Scan each line of the entries below for the word "color" and count the ones where it appears. The answer is that number alone.

### RECORDS SHOWN
>>>>
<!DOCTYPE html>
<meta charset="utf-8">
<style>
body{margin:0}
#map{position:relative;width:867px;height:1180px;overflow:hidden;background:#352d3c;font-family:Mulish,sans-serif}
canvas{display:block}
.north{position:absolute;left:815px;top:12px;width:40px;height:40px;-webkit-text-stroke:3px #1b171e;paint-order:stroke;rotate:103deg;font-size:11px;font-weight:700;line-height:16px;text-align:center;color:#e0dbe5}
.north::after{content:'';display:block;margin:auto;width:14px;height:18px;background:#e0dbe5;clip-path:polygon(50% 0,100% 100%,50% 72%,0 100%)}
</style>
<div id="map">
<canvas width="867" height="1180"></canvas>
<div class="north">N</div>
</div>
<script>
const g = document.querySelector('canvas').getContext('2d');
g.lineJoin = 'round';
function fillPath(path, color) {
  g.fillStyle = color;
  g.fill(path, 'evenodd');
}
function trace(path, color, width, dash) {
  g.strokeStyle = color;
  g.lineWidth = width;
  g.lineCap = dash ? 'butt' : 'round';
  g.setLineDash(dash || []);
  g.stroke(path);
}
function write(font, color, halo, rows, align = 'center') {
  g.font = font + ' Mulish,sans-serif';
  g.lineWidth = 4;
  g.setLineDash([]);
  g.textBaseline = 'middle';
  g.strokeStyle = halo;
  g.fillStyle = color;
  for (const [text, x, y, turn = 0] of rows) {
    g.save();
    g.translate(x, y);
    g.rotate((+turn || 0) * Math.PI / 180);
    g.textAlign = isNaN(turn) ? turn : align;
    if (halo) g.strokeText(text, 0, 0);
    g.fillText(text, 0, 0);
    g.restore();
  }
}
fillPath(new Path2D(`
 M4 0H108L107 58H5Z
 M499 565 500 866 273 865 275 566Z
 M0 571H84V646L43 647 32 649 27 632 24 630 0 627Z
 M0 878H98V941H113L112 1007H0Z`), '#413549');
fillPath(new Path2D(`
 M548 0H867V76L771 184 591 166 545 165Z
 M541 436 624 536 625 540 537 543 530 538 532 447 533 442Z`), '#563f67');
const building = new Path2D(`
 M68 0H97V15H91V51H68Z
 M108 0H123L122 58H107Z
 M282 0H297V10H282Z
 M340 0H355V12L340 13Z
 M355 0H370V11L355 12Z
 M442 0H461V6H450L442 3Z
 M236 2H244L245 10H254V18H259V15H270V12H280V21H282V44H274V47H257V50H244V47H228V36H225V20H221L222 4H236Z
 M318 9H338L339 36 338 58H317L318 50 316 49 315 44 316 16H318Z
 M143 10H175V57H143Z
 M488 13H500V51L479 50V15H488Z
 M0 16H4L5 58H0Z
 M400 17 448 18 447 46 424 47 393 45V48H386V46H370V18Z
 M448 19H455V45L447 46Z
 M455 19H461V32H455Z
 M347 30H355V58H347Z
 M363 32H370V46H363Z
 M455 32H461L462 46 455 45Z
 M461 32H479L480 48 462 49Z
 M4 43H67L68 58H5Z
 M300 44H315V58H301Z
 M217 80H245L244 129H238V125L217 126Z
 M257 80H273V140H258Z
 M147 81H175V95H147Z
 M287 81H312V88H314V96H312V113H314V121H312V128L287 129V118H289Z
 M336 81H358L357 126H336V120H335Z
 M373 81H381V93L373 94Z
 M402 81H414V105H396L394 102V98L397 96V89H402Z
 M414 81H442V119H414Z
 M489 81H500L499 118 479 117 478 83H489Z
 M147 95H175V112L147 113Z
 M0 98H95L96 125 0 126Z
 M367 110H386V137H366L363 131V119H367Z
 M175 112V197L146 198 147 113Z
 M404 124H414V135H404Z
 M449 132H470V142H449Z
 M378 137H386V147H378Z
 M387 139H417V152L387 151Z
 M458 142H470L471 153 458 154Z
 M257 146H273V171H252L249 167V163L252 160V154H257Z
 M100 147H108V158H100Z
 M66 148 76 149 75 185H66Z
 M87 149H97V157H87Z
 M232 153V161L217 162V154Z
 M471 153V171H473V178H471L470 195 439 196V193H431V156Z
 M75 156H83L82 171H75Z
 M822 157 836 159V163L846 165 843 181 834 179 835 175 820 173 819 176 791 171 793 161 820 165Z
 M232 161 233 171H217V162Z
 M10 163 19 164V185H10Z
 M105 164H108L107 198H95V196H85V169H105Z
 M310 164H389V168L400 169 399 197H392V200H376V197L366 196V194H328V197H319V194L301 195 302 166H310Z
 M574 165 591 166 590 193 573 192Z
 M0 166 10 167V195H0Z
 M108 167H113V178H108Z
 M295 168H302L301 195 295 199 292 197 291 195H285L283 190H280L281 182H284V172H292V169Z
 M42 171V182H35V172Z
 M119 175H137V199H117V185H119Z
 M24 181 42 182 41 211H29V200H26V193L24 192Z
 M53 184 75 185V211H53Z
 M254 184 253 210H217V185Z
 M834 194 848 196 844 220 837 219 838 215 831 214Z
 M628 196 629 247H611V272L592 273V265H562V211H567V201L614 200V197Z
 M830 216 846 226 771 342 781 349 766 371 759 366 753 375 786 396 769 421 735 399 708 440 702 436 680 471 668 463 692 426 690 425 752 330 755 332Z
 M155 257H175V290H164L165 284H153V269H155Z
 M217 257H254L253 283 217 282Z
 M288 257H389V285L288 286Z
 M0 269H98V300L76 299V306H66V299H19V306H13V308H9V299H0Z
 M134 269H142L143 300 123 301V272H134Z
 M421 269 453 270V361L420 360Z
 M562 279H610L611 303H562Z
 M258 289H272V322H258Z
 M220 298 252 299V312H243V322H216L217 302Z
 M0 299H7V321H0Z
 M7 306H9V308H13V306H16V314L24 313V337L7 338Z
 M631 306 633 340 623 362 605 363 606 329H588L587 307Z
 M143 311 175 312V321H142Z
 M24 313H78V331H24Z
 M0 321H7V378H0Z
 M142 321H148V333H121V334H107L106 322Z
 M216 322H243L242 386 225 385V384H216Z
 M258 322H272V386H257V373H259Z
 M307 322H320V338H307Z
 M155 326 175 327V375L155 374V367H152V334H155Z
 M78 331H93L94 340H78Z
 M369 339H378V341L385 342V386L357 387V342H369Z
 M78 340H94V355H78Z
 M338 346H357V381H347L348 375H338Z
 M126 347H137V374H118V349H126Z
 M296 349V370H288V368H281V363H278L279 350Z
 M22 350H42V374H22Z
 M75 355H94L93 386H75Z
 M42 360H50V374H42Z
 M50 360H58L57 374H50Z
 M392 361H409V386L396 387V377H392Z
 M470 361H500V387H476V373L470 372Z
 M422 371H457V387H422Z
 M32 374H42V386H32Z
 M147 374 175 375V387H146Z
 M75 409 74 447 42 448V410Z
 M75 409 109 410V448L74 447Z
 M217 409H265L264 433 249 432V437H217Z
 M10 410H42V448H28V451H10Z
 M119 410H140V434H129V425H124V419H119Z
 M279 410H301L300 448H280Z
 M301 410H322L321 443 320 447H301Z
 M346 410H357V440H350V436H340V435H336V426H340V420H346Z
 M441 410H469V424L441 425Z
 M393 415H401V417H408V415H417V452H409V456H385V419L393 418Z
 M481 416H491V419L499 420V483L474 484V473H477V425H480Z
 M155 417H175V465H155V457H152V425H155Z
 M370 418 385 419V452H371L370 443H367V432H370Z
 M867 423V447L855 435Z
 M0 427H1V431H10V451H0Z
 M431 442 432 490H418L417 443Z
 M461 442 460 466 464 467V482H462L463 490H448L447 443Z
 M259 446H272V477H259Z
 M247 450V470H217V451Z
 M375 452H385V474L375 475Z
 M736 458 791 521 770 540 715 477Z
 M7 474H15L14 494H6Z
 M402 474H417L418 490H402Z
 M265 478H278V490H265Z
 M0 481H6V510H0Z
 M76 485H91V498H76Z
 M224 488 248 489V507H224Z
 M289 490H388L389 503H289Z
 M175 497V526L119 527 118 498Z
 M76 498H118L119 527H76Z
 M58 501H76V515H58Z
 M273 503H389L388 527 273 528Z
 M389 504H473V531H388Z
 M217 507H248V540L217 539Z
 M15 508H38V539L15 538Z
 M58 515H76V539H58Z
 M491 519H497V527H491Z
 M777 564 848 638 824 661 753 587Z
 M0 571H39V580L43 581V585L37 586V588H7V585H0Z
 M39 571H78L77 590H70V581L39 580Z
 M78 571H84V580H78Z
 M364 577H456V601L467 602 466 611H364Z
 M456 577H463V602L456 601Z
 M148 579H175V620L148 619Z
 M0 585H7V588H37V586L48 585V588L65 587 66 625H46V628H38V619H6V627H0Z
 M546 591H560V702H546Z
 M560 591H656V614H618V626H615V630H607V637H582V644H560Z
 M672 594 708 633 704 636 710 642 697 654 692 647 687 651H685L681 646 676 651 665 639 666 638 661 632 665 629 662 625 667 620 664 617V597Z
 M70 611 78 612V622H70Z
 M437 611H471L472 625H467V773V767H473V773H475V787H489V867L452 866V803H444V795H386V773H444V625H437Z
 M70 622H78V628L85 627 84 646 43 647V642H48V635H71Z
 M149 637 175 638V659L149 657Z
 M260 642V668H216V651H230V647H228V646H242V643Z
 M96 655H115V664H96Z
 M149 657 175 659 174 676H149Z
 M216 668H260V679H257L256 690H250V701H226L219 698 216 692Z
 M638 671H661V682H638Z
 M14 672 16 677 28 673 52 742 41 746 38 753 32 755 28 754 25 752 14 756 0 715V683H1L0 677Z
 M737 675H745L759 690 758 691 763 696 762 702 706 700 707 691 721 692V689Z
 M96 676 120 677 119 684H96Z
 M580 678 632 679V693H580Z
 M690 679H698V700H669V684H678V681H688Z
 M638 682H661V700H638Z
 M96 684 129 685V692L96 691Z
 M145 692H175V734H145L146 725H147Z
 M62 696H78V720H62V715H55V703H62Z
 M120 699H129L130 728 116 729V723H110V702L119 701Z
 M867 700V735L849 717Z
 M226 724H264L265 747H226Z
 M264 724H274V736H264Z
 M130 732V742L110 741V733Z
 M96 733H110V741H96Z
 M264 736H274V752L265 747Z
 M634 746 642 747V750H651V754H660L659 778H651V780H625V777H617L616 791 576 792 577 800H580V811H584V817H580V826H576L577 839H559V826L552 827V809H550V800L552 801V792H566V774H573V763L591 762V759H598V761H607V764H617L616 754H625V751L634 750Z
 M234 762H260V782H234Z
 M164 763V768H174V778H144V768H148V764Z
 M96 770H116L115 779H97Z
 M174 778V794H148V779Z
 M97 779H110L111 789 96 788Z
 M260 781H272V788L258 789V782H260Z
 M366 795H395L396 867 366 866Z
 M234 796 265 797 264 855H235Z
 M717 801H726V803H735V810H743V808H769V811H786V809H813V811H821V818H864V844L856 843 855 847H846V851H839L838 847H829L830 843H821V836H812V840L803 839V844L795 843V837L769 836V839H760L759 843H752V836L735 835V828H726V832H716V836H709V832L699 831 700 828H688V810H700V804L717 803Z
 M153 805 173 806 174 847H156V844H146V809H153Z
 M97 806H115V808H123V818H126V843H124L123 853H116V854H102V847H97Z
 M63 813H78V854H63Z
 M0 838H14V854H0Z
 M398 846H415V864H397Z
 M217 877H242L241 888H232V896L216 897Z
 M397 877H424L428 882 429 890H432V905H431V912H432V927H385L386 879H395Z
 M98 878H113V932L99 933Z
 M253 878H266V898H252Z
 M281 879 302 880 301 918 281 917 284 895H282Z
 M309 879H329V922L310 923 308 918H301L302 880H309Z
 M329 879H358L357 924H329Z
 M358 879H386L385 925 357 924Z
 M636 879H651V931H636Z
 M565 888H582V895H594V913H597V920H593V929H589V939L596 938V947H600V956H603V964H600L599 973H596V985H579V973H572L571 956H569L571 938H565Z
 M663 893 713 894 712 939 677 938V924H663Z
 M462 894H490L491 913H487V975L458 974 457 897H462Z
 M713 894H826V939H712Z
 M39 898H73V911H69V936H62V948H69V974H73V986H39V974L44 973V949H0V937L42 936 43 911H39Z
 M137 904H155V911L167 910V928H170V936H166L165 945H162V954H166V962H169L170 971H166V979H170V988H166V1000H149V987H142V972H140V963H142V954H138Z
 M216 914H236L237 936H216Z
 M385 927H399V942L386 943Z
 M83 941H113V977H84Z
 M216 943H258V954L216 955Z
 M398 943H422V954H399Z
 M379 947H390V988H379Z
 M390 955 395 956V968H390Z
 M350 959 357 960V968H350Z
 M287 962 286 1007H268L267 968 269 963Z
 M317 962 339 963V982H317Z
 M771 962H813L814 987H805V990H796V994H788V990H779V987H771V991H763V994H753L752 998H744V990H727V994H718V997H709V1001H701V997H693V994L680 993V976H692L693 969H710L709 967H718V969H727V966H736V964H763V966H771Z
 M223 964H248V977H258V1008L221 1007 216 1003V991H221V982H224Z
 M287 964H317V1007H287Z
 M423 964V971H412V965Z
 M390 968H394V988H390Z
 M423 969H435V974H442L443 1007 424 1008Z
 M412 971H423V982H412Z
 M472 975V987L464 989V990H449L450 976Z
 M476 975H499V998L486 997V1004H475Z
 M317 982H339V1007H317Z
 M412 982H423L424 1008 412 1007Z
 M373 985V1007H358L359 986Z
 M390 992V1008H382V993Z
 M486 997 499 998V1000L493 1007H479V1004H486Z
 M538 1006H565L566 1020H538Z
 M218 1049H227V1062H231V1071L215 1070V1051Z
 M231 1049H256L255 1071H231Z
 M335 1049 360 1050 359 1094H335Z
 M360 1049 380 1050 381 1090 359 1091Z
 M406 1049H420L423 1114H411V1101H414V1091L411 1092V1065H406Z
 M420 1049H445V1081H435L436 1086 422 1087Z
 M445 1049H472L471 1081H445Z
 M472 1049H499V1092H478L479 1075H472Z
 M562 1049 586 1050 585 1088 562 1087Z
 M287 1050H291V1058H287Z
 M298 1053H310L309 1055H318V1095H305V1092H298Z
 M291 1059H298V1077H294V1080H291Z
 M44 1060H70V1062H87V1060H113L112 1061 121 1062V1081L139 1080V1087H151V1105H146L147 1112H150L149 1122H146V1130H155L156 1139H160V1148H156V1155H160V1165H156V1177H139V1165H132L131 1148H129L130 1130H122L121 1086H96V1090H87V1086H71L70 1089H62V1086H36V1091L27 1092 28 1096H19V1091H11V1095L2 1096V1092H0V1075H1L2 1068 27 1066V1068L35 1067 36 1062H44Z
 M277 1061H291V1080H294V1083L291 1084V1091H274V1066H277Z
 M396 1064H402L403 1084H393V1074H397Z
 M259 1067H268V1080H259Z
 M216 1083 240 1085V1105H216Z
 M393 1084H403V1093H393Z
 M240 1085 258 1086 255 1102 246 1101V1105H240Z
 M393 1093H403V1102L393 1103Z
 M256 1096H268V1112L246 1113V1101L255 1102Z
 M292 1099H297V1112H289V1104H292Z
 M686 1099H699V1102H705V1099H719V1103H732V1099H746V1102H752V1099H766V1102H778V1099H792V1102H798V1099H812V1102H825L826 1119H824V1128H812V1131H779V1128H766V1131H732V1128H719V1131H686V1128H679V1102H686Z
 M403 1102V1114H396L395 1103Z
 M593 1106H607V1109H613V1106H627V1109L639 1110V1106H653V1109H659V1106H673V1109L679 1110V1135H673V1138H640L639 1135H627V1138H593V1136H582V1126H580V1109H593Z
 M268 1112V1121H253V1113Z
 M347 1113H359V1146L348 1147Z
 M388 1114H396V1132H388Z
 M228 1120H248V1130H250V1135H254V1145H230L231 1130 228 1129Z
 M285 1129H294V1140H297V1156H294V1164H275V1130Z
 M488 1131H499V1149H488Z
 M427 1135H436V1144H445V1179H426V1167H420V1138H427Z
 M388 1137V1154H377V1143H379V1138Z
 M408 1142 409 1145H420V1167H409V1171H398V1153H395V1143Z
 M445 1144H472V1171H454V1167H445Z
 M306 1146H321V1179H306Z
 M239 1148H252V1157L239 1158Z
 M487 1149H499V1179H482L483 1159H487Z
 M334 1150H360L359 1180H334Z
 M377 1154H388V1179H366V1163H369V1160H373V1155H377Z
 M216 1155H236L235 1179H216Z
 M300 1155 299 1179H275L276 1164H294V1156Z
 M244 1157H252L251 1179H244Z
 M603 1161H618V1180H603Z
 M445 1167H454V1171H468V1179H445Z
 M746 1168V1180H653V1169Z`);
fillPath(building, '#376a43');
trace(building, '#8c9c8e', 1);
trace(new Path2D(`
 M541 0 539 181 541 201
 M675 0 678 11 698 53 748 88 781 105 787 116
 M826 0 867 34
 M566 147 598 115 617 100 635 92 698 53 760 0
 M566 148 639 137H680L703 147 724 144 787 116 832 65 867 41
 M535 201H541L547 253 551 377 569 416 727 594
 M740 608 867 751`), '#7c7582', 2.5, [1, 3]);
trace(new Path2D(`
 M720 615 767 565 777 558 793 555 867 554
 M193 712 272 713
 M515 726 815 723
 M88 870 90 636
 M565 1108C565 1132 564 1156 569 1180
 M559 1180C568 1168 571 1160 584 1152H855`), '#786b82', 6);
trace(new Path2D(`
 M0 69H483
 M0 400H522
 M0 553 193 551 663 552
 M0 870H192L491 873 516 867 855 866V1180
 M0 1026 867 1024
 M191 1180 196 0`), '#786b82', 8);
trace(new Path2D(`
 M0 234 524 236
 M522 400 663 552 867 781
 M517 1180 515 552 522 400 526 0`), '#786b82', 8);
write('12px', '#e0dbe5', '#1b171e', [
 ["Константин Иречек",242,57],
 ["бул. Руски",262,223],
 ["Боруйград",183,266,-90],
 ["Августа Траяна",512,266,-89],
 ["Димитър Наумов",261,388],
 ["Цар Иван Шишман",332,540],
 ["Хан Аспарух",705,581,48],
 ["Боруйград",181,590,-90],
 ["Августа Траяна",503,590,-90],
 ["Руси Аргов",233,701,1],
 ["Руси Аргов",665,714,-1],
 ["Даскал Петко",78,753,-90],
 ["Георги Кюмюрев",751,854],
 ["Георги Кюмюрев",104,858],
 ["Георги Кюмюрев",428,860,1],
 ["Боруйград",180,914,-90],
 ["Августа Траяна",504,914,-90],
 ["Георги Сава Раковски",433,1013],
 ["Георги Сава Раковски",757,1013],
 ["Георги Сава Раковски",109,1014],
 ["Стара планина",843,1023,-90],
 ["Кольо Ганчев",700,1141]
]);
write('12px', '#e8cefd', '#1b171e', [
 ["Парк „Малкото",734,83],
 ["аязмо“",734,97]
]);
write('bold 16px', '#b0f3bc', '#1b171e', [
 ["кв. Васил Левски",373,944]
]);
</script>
<<<<
### EXERCISE SOLUTION
7